Thursday, March 26, 2009

Lower the Pressure, Raise the Bar

It was an interesting experiment today. I was to meet with my lowest guided reading group and anticipated a bit of frustration all around. I had a cute book, "Frog" that seemed possibly "too hard" but I was going to do an experiment of sorts. What if I did a picture walk of the book and engaged the students in playful conversation about this frog who ventured out of his pond into the city? Would their amusement and curiosity about the story propel them into making an effort to read?
The answer: a resounding yes!
I am learning more and more that a positive classroom climate, filled with curiosity, fascination and humor enables kids to take risks in learning. Many kids, even at 5, have learned that it's sometimes easier to remain quiet than answer a question and be wrong. I don't let them remain quiet; I ask them to make a guess based on what they know. Because they have been with me for 132 days of school, they trust me. And they know I believe in them.
We need to keep expectations high, but find ways to lower the stress and anxiety that often cripples kids in their learning. A trusting student-teacher relationship is a great place to start.

Saturday, March 14, 2009

Development is a Continuum

After a particularly challenging week in the world of teaching Kindergarten, I feel very strongly about discussing the subject of development: academic, social, and emotional development. Sometimes kids need time to work through their own particular kinks in order to show their full potential in school. This is not to say we leave them on their own to work through these challenges.
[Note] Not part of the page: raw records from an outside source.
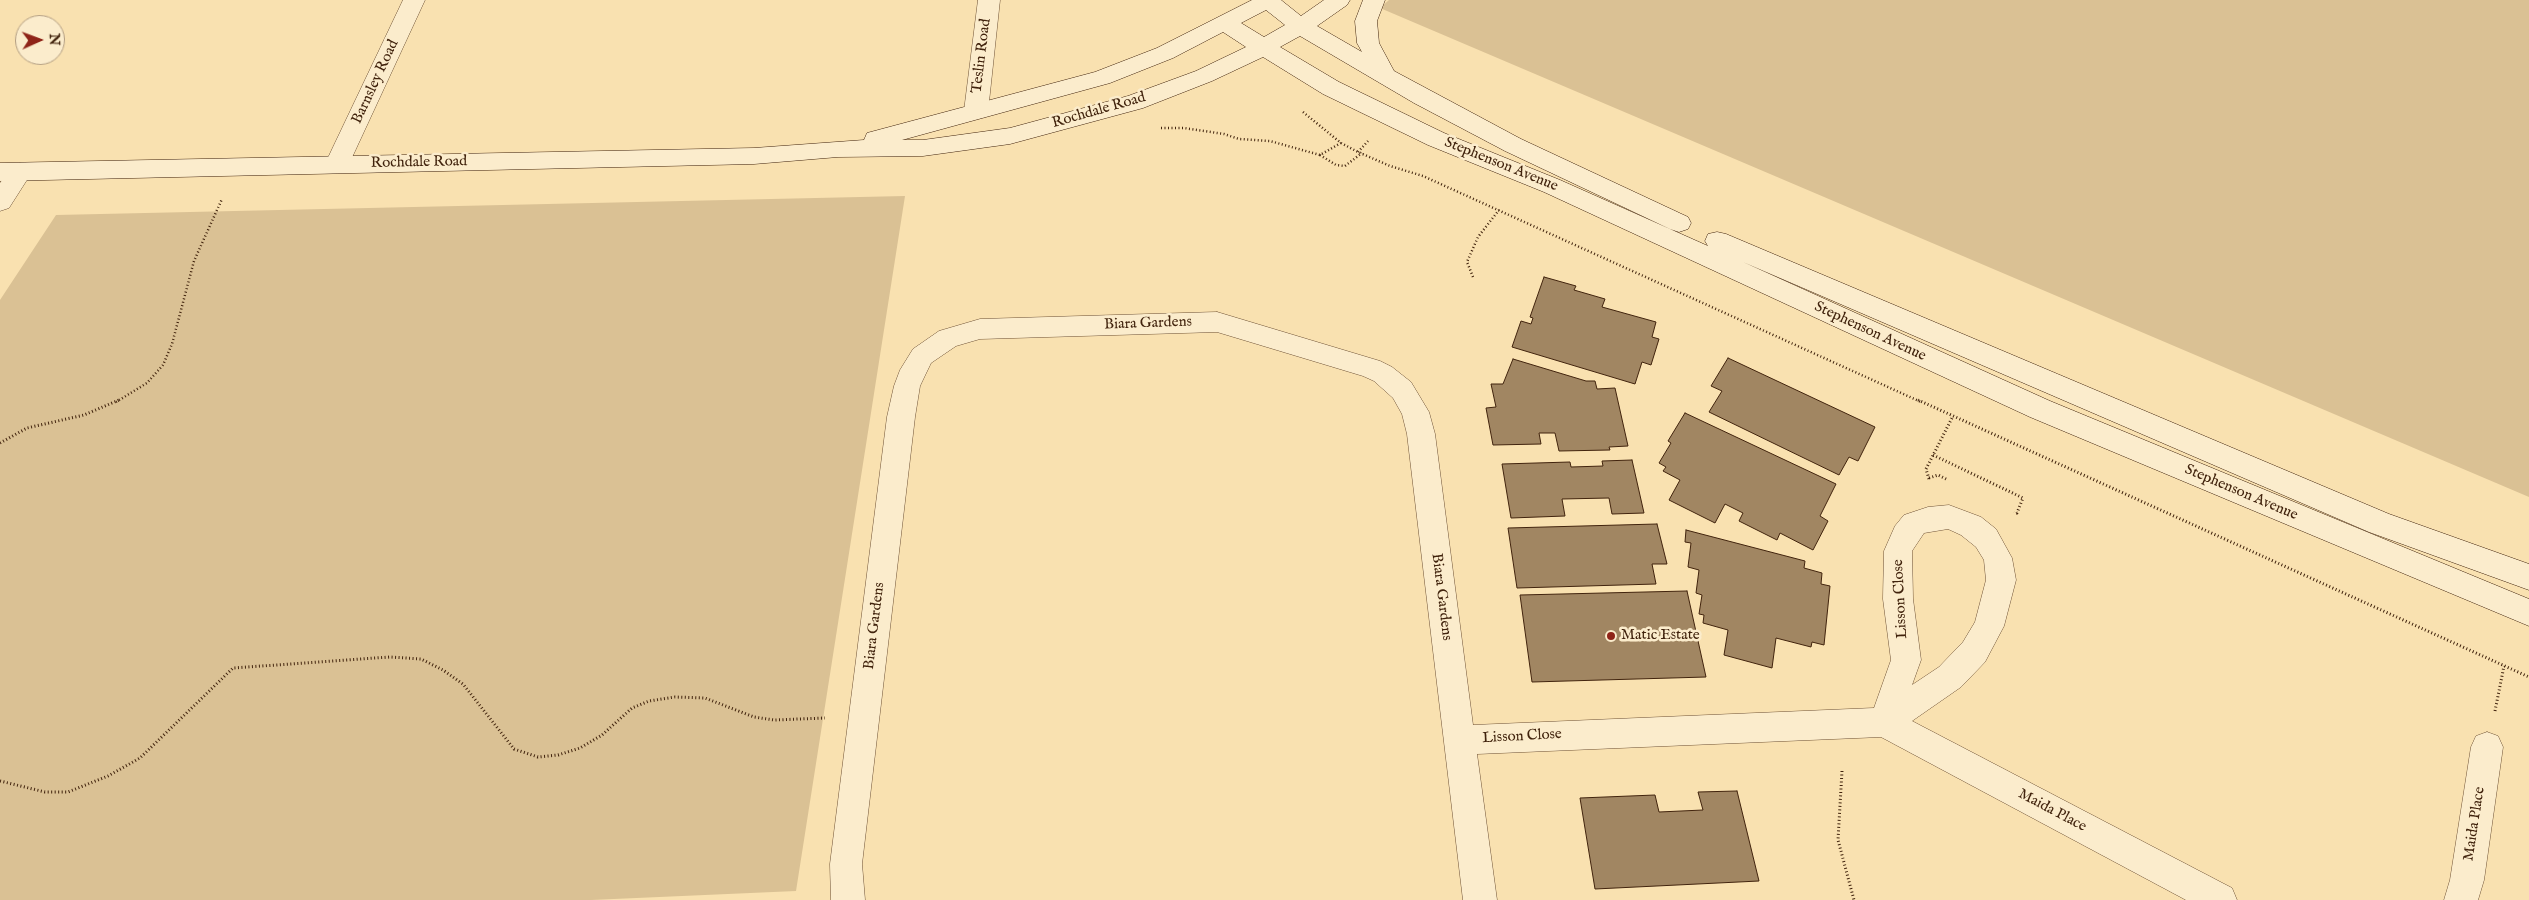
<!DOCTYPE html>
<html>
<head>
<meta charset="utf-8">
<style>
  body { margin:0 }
  #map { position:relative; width:2529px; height:900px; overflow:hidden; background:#f9e1b0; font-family:"IM FELL English",serif }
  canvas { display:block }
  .north { position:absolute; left:15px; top:15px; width:50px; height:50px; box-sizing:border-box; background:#fbeccc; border:1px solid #b19c80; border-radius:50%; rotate:88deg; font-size:14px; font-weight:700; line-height:20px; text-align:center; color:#41230d }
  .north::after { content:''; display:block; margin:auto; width:18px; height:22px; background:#8f2418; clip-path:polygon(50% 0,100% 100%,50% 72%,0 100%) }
</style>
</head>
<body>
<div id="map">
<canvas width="2529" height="900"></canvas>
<div class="north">N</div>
</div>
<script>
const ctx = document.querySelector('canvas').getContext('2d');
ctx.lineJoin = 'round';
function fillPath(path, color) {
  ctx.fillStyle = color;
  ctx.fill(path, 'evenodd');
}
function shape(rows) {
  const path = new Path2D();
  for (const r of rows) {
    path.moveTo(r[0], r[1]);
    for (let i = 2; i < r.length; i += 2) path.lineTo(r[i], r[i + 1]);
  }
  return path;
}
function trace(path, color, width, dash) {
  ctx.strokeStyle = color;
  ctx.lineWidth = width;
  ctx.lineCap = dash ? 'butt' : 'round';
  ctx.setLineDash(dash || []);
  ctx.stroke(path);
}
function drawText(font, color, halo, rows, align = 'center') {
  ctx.font = font + ' "IM FELL English",serif';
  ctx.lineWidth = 5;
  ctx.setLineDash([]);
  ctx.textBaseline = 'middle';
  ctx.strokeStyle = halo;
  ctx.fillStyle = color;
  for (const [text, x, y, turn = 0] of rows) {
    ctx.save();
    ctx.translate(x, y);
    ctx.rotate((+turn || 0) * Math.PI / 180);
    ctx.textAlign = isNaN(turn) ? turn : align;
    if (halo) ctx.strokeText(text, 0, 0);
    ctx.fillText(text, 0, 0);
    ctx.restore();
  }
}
fillPath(shape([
  [1389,0,2529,0,2529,497,1380,8],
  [905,196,796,891,591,900,0,900,0,300,56,215]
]), '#dac194');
const building = shape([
  [1544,277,1576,286,1574,290,1605,299,1602,307,1656,322,1652,337,1659,339,1651,365,1642,362,1635,384,1512,347,1521,321,1531,324,1533,318,1530,317,1544,277],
  [1728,358,1875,427,1858,461,1849,457,1839,475,1709,412,1722,391,1711,386,1728,358],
  [1513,359,1586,381,1595,381,1597,389,1615,388,1628,446,1609,447,1610,450,1559,451,1555,433,1539,433,1541,444,1493,445,1486,408,1496,407,1491,384,1503,384,1513,359],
  [1685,413,1836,484,1820,516,1828,521,1813,550,1780,533,1777,540,1739,521,1743,513,1725,504,1715,523,1669,500,1680,480,1663,471,1666,467,1659,463,1671,443,1668,441,1685,413],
  [1632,460,1644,513,1612,514,1609,498,1562,499,1565,516,1511,518,1502,464,1570,462,1571,467,1603,466,1602,461,1632,460],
  [1657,524,1667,564,1652,564,1656,584,1517,588,1508,528,1657,524],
  [1686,530,1805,561,1804,568,1822,573,1821,584,1830,586,1824,645,1812,642,1811,647,1776,638,1772,668,1724,655,1728,630,1703,623,1704,615,1699,614,1702,595,1696,593,1699,570,1688,567,1691,543,1685,542,1686,530],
  [1687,591,1706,677,1532,682,1520,595,1687,591],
  [1737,791,1759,881,1595,889,1580,798,1655,795,1659,812,1703,810,1698,792,1737,791]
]);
fillPath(building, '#a18662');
trace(building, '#41230d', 1);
const street = shape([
  [403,0,425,0,349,164,345,170,337,172,329,170,325,164,403,0],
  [978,0,1000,0,988,111,984,117,976,119,968,117,964,111,978,0],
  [20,163,28,166,32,172,9,208,0,211,0,183,12,166,20,163],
  [1217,312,1380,361,1392,367,1411,382,1429,412,1435,434,1473,725,1874,708,1891,660,1883,599,1884,551,1895,526,1904,515,1928,507,1949,505,1981,517,1996,529,2012,558,2016,580,2004,626,1985,662,1961,687,1912,721,2232,888,2237,900,2186,900,1881,737,1477,754,1497,900,1463,900,1407,434,1402,414,1393,398,1374,381,1363,376,1217,332,980,339,956,346,931,363,920,386,915,417,862,864,865,900,831,900,830,864,887,417,894,386,900,370,913,349,939,331,980,319,1217,312],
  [1948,529,1961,535,1976,547,1984,560,1986,580,1975,622,1963,642,1939,667,1912,685,1921,660,1913,599,1912,551,1924,533,1948,529],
  [2487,732,2498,736,2503,747,2484,880,2478,900,2444,900,2450,880,2471,747,2476,736,2487,732]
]);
const secondary = shape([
  [1252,0,1281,0,1301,16,1324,0,1350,0,1347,5,1317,26,1362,52,1357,43,1355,21,1363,0,1385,0,1377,21,1379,43,1394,71,1521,139,1688,217,1691,223,1688,229,1679,232,1670,229,1505,151,1414,103,1300,36,1280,47,1339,82,1444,133,1560,180,1708,246,1705,241,1708,234,1717,232,1726,234,2389,514,2529,564,2529,590,2369,532,1743,262,2050,401,2529,599,2529,626,2030,417,1544,192,1428,145,1323,94,1263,57,1212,81,1143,108,1010,144,923,156,838,157,754,164,0,181,0,163,754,148,864,140,867,133,1095,72,1157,48,1252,0],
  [1266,10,1285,25,1264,37,1241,23,1266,10],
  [1223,32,1246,47,1196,71,1128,96,1010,128,923,140,902,140,1110,83,1173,58,1223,32]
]);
trace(street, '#6f5236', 1);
trace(secondary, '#41230d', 1);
trace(shape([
  [1303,112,1341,143,1358,152,1390,166,1423,176,1921,402],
  [1161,128,1184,128,1224,134,1239,139,1270,141,1320,155,1341,143],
  [1358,152,1368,141],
  [1320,155,1336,165,1345,166,1362,153],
  [1473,277,1467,262,1478,237,1499,210],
  [116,402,147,383,163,365,172,344,194,261,222,199]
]), '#41230d', 2.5, [1, 2.5]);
trace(shape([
  [1918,400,2529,677],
  [0,443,27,428,84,415,119,400],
  [1933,455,2023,498,2017,513,2014,512],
  [1929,478,1938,475,1948,480],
  [1929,479,1926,469,1953,416],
  [2495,711,2504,666],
  [1842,771,1838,840,1854,900],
  [0,781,45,792,68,792,108,776,140,758,233,668,390,657,421,659,443,670,463,684,514,749,538,757,558,755,580,748,602,735,632,708,649,701,675,697,705,698,754,717,774,720,825,718]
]), '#41230d', 3, [1, 2.5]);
fillPath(street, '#fbeccc');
fillPath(secondary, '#fbeccc');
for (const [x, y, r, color] of [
  [1611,636,5,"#8f2418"]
]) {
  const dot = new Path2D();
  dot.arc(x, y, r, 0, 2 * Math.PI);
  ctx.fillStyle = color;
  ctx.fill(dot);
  trace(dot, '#fbeccc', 2);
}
drawText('15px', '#41230d', '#fbeccc', [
  ["Teslin Road",982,56,-83],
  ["Barnsley Road",376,82,-65],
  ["Rochdale Road",1099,111,-16],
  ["Rochdale Road",419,163,-1],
  ["Stephenson Avenue",1501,165,22],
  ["Biara Gardens",1148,324,-2],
  ["Stephenson Avenue",1870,332,25],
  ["Stephenson Avenue",2241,493,23],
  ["Biara Gardens",1441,597,83],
  ["Lisson Close",1901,599,-93],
  ["Biara Gardens",875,626,-83],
  ["Lisson Close",1522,737,-3],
  ["Maida Place",2052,811,28],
  ["Maida Place",2475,824,-81]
]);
drawText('15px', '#41230d', '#fbeccc', [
  ["Matic Estate",1621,636]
], 'left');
</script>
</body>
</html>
I am simply saying that it's often not helpful to compare a child to his/her peers and decide that something is wrong in the intellectual or cognitive realm, especially at the young age of 5.
I know a girl who is five years old and has been in multiple foster homes during these very critical early years. She is adorable, quirky, and trying to make friends in a class that she joined 6 weeks after the school year began. Only with her new family, foster/adoptive parents, for the last 5 months, she has had a multitude of adjustments to make. Just last week, she got glasses! So, you might be thinking, what's the problem?
Well the problem is not with her. The problem is that the team of people who want to "help" this little girl are underestimating the huge impact of trauma, neglect, emotional abuse and loss on her ability to focus and learn. It seems that some are on a mission to prove that this child has a learning disability because she seems to have difficulty with memory, particularly in remembering numbers and words from short term memory. When in a small group of peers, and the attitude is more "playful" and less pressured, this child performs much better in restating what she just learned. She has shown growth in many areas since starting school in mid-October. In fact, she scored partially proficient in several areas!
Although the team of school professionals believe that this child needs more time before we subject her to the battery of tests that can only be performed once every 3 years, the parents and social workers are demanding the tests, now. The sad part of all of this is that she is getting re-traumatized by well-meaning individuals who are grilling her as she does her work: "What's that number? Come on! What is that number? " Each morning her foster mom comes into the class to help with her morning work, and I hear her asking her over and over. I want to tell her about the impact of stress and trauma on memory and tell her that she is only making matters worse. Unfortunately, that is the role of others: social worker, therapist etc. This parent thinks that I am trying to minimize this child's problems. I just think that she needs a nurturing, supportive yet still challenging environment where she feels safe to take chances and express herself. All children develop at their own time, and I simply believe that she needs more time and supportive work at home and at school.
I hope that the IEP meeting scheduled next month will be the opportunity to come together as a team of professionals to discuss a plan that will help this little girl.